ISIS also has used another water tactic: contamination. In December 2014, ISIS poured crude oil in the water south of Tikrit, Iraq, making it unsafe to drink, von Lossow said.
Water also is at the center of smaller-scale violent clashes all over the continent. In the village of Itunundu in Tanzania’s southern highlands, farmers and herders had long been at odds over water used to irrigate crops and feed animals. “Pawaga division is considered one of the bread basket areas of Tanzania where people grow maize, rice and vegetables in the valleys whereas others keep animals in the highlands,” IPS news agency reported in March 2016. “Despite a clear demarcation of the areas that are controlled by farmers and those controlled by herders, there have been frequent clashes.”
Now, representatives from the groups are finding peace at the negotiating table with the help of the Tanzania Natural Resource Forum, a civil society group.
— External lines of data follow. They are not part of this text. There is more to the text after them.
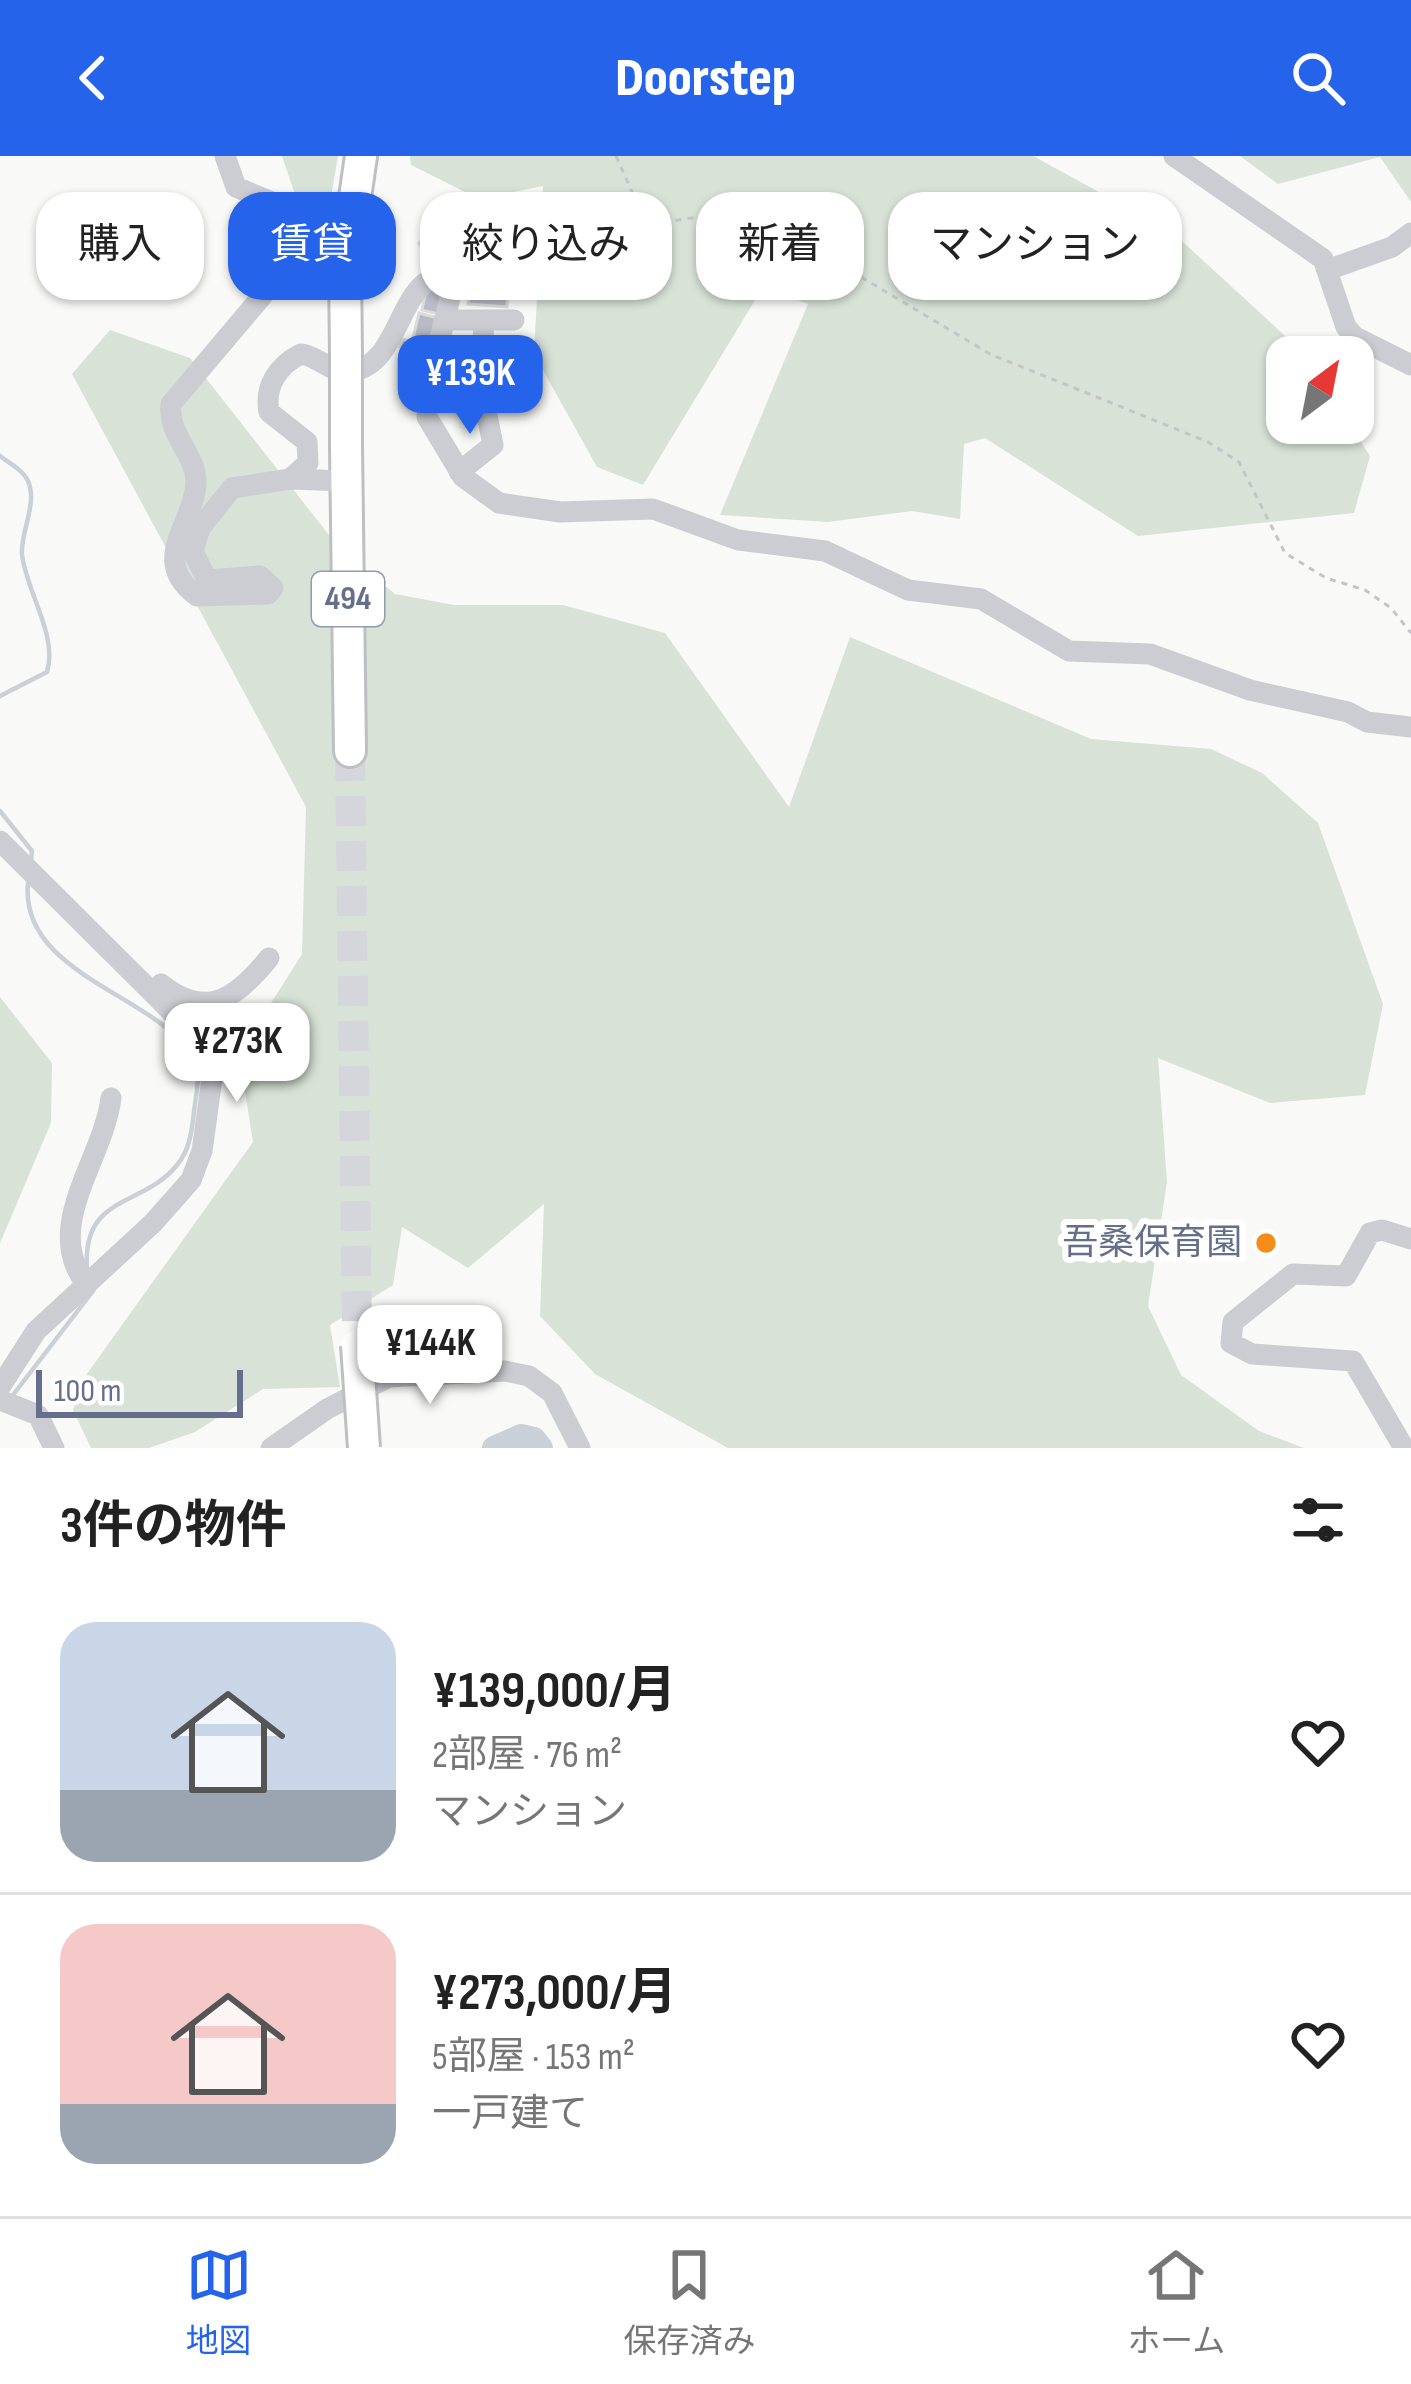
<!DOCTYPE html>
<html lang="ja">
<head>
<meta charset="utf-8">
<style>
	:root { --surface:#fff; --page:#f2f2f2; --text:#222; --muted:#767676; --line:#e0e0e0; --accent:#2563eb }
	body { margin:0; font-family:"Sofia Sans Condensed","Noto Sans JP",sans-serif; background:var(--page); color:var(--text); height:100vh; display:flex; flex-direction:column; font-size:45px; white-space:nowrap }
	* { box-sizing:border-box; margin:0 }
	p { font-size:39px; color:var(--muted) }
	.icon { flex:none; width:66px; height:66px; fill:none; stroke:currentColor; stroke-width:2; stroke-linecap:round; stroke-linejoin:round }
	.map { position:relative; height:1292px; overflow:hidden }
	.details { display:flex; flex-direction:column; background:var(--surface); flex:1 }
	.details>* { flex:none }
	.guide { position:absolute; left:36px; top:36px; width:1341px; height:108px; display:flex; gap:24px }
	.needle { width:78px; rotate:32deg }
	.controls { position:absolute; left:1266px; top:180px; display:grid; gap:24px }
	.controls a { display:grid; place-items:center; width:108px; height:108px; border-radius:24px; background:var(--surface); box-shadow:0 3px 9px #0004; font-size:60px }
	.scale { position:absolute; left:36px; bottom:30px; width:207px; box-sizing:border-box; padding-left:12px; border:6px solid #656f8b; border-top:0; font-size:33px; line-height:42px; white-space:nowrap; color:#656f8b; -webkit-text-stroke:9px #fff; paint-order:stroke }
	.price { position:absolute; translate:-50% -102px; padding:0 27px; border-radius:24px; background:#fff; color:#222; font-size:39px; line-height:78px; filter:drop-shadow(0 3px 6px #0008) }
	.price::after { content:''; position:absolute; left:50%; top:72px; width:36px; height:27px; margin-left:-18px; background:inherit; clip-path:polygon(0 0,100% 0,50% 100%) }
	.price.current { background:var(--accent); color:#fff }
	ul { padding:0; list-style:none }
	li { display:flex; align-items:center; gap:36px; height:300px; padding:0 60px }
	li+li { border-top:3px solid var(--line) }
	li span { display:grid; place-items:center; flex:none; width:336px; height:240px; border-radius:36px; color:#555 }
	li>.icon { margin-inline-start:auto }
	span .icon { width:144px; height:144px; fill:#fffc; stroke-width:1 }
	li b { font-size:51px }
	h2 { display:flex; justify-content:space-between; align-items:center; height:144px; padding:0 60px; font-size:51px }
	.tag { padding:0 42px; border-radius:36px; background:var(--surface); box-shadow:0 3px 9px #0004; font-size:42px; line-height:108px }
	.tag.current { background:var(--accent); color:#fff }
	header { display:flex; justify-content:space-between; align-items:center; height:156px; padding:0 60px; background:var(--accent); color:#fff; font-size:54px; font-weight:800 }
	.menu { display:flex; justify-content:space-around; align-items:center; height:168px; border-top:3px solid var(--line); background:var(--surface); font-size:33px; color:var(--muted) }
	.menu a { display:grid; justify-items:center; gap:6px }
	.menu .current { color:var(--accent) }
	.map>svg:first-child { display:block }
	.green { fill:#d8e2d7 }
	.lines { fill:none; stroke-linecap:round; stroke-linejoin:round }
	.stream { stroke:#c9d0d7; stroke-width:4.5 }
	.river { stroke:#c9d0d7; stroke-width:24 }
	.building { fill:#b8bcc6; stroke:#dbdbd9; stroke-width:3 }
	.highway-tunnel { stroke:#d4d6dc; stroke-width:30; stroke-dasharray:30 15; stroke-linecap:butt }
	.highway-casing { stroke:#bdbfc3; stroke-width:36 }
	.path { stroke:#c4c5c8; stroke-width:3; stroke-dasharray:6 6; stroke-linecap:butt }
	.minor { stroke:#cccdd2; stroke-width:21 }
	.highway { stroke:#fff; stroke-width:30 }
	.highway-bridge-casing { stroke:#bdbfc3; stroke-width:36; stroke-linecap:butt }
	.highway-bridge { stroke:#fff; stroke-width:30 }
	.poi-dot { fill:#f68c1a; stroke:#fff; stroke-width:4.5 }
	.labels { text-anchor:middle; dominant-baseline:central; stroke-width:12; stroke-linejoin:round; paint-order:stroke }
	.shield { fill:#fff; stroke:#939aae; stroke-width:3 }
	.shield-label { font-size:33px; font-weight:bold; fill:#656f8b }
	.poi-label { font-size:36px; fill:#656f8b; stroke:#fff; text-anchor:end }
</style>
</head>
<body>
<header><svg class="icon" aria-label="back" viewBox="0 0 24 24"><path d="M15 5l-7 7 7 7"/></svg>Doorstep<svg class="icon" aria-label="search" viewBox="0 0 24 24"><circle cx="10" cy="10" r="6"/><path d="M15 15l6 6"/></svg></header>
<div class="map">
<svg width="1411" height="1292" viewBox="0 0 1411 1292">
	<rect width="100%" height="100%" fill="#f9f9f7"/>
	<path class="green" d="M282,0H338L319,110Z
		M410,0H1033L1172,76L1306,199L1287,201V267H1349L1370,300L1354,357L1138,380L985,282L964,288L960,363L912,355L828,366L720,359L808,148L763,131L643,329L597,311L534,198L543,30L479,43L411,9Z
		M1240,0H1411V46L1380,1L1278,28Z
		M110,174L190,202L340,393L395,438L454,449H563L665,477L789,651L850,481L1091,583L1211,593L1262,617L1318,667L1383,848L1365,939L1270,947L1158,902L1167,1026L1148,1150L1181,1219L1259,1275L1304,1292H728L595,1218L540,1160L544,1048L468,1112L402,1071L393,1129L330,1169L340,1231L263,1233L195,1276L149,1292H91L73,1254L84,1222L253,986L239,898L302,798L306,651L72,218Z
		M0,841L52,907L51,967L0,1087Z"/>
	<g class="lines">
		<path class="stream" d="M0,300C9,307 23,314 28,325C38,348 20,376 22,399C27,437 58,480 47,516L0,540
			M0,655L32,695L31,704
			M28,727C19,819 158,839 194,902C201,916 197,933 195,948C192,969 192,991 177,1009C144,1051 82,1038 87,1112
			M13,1239L93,1135"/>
		<path class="river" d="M494,1292L521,1280L534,1283L541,1292"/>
	</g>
	<path class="building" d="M440,75L455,100L433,112L419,87Z
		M469,129L508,132L507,151L468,148Z
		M427,130L443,133L438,158L422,154Z
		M419,157L438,162L429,198L400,191L402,183L412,186Z"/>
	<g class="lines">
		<path class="highway-tunnel" d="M350,595L357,1177"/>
		<g class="highway-casing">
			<path id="highway" d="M346,198L345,111L361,0
				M346,290L350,595"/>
		</g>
		<path class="path" d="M616,0L637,47L665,66L739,55L759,60L990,198L1208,286L1239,306L1285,397L1326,422L1365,434L1391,452L1411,477"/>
		<path class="minor" d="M225,0L236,31L279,49L295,80L279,120L171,248C167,280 197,297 196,328C193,369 149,405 197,440L268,438L273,432L260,420L207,424L193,395L200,372L232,332L290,323L308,307L307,286L269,256C264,231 278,209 301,198C317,200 331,216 346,216C399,214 396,134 436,121L451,138L429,227L427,261L463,321L499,347L560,356L653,353L738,384L825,395L908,434L981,443L1069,495L1150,498L1250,534L1348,556L1367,566L1411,571
			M1174,0L1323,103L1346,171L1355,181L1411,209
			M1330,113L1392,91L1411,77
			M444,164H514
			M459,316L493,289L481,229L484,164
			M290,323L346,325
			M0,685L201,885L212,922L202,995L191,1024L153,1067L36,1175L0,1231
			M161,828C206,864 236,843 269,802
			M86,1128C42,1070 103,1005 111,942
			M0,1244L38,1259L54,1292
			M271,1292L327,1253L389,1221L505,1215L529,1220L552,1237L580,1292
			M1404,1292L1353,1205L1252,1198L1231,1187L1233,1166L1293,1118L1346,1120L1370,1077L1382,1074L1411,1083"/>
		<use href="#highway" class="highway"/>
		<g class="highway-bridge-casing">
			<path id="highway-bridge" d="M346,290V198
				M357,1189L364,1292"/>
		</g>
		<use href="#highway-bridge" class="highway-bridge"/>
	</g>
	<circle class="poi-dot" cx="1266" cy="1087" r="12"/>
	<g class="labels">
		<rect class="shield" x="312" y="416" width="72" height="54" rx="9"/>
		<g class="shield-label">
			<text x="348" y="443">494</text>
		</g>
		<g class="poi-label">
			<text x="1242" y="1087">吾桑保育園</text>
		</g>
	</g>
</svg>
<div class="controls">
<a><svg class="needle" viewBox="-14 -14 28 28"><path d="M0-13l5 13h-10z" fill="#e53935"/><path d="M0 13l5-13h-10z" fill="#767676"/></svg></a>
</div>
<div class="scale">100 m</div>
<b class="price current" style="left:470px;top:281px">¥139K</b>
<b class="price" style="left:237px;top:949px">¥273K</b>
<b class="price" style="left:430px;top:1251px">¥144K</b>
<div class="guide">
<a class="tag">購入</a>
<a class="tag current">賃貸</a>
<a class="tag">絞り込み</a>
<a class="tag">新着</a>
<a class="tag">マンション</a>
</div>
</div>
<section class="details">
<h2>3件の物件<svg class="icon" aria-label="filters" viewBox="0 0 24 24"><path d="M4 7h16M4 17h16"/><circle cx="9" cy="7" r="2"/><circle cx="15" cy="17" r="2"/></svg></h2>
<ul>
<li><span style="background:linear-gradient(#c9d6e8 70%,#9aa5b1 0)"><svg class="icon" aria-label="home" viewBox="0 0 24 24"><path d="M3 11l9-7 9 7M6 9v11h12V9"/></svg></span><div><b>¥139,000/月</b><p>2部屋 · 76 m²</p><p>マンション</p></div><svg class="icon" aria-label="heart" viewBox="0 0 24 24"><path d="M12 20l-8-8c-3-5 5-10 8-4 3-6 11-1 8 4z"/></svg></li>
<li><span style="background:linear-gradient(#f6c9c9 75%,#9aa5b1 0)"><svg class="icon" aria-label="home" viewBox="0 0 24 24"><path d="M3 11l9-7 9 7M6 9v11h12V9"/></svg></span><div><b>¥273,000/月</b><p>5部屋 · 153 m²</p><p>一戸建て</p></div><svg class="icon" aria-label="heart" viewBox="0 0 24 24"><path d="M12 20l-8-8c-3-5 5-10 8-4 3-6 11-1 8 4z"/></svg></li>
</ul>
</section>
<nav class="menu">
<a class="current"><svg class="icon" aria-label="map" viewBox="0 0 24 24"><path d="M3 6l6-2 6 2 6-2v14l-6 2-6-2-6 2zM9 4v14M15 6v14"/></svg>地図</a>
<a><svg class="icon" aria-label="saved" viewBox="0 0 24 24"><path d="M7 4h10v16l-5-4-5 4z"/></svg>保存済み</a>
<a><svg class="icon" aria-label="home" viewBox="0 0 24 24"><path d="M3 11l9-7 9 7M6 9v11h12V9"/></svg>ホーム</a>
</nav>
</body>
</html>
Farmers and pastoralists meet often to talk about solutions to their problems. “Farmers and herders need to know that there are people who benefit from their conflicts and do not wish to see the conflicts resolved,” Godfrey Massay, the group’s land-based investment coordinator, told IPS. He said recurring fights are a symptom of externally driven factors involving bigger agricultural and conservation interests.
“This is the first and the only platform that brings together farmers and pastoralists to discuss issues that affect them openly without fear or favor,” Massay said. Within six months of its start, the number of violent clashes dropped.
Donald Mshauri, Iringa district land officer, told IPS: “This shows that no matter how deep the conflict is, it can be resolved by just talking.”